[PATCH] single item stack chunks

0 views
Skip to first unread message

Leopold Toetsch

unread,
Mar 23, 2004, 6:34:27 AM3/23/04
to P6I
I've stripped down the whole stack code to use one item per chunk. It
passes all tests (3 disabled that push infintely and check for
CHECK_LIMIT and t/pmc/eval_6 which is borken).

This slows down register saving (and other stack operations)
considerably whithout any additional measures[1]:

$ perl tools/dev/parrotbench.pl -c=parrotbench.conf -b='^oof' -t
Numbers are cpu times in seconds. (lower is better)
p-j-Oc parr-j parr-C perl-th perl python ruby
oofib 4.150s 11.530s 12.450s 4.100s 3.540s 2.140s 2.170s

p-j-Oc = parrot -j -Oc where savetop is optimized to pushtopp
parr-j = parrot -j, all 4 registers are saved (both unoptimized build)

[1] The old stack code used a next pointer to prevent stack thrashing.
This is of not much use for single items (and probably doesn't work with
Continuations), so I'm thinking of dedicated free_lists (again!) that
hold popped of stack items of one buffer size kind.
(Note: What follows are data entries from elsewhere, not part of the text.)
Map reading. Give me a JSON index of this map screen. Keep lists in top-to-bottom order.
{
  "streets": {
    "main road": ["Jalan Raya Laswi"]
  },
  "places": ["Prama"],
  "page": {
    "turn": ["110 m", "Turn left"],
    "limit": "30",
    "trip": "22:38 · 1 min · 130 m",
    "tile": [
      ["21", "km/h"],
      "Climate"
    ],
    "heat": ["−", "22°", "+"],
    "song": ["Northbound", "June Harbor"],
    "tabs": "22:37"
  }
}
They'll be kept
alive by marking them during DOD. If we cannot do this, I see not much
chance to gain old subroutine call performance.
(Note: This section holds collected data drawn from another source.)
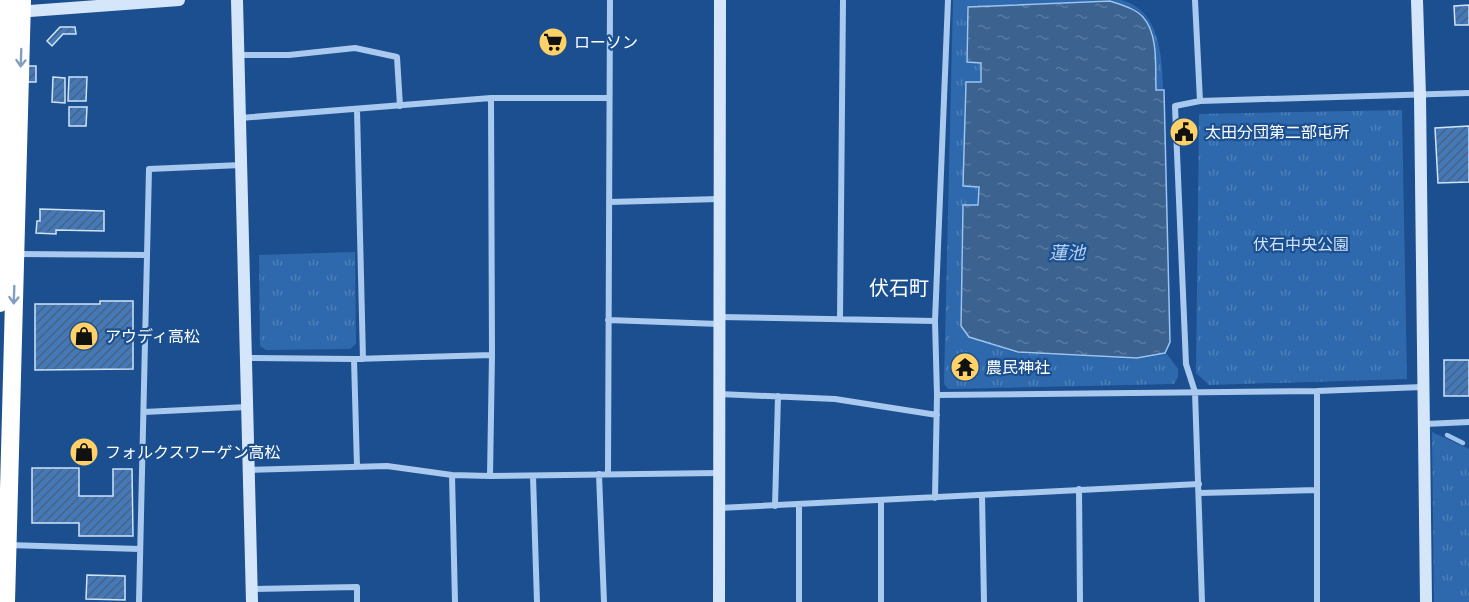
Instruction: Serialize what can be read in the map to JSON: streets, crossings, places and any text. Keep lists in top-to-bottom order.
{
  "districts": ["伏石町"],
  "water": ["蓮池"],
  "parks": ["伏石中央公園"],
  "places": {
    "supermarket": ["ローソン"],
    "public building": ["太田分団第二部屯所"],
    "shop": ["アウディ高松", "フォルクスワーゲン高松"],
    "temple": ["農民神社"]
  }
}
Here is the diffstat of the patch:
classes/closure.pmc | 3
classes/coroutine.pmc | 2
imcc/pcc.c | 8 +-
include/parrot/stacks.h | 13 ---
src/debug.c | 16 +---
src/register.c | 46 +++++-------
src/stack_common.c | 142 ++++----------------------------------
src/stacks.c | 57 ++++++---------
src/sub.c | 18 +---
t/op/stacks.t | 4 -
t/pmc/eval.t | 4 +
11 files changed, 86 insertions(+), 227 deletions(-)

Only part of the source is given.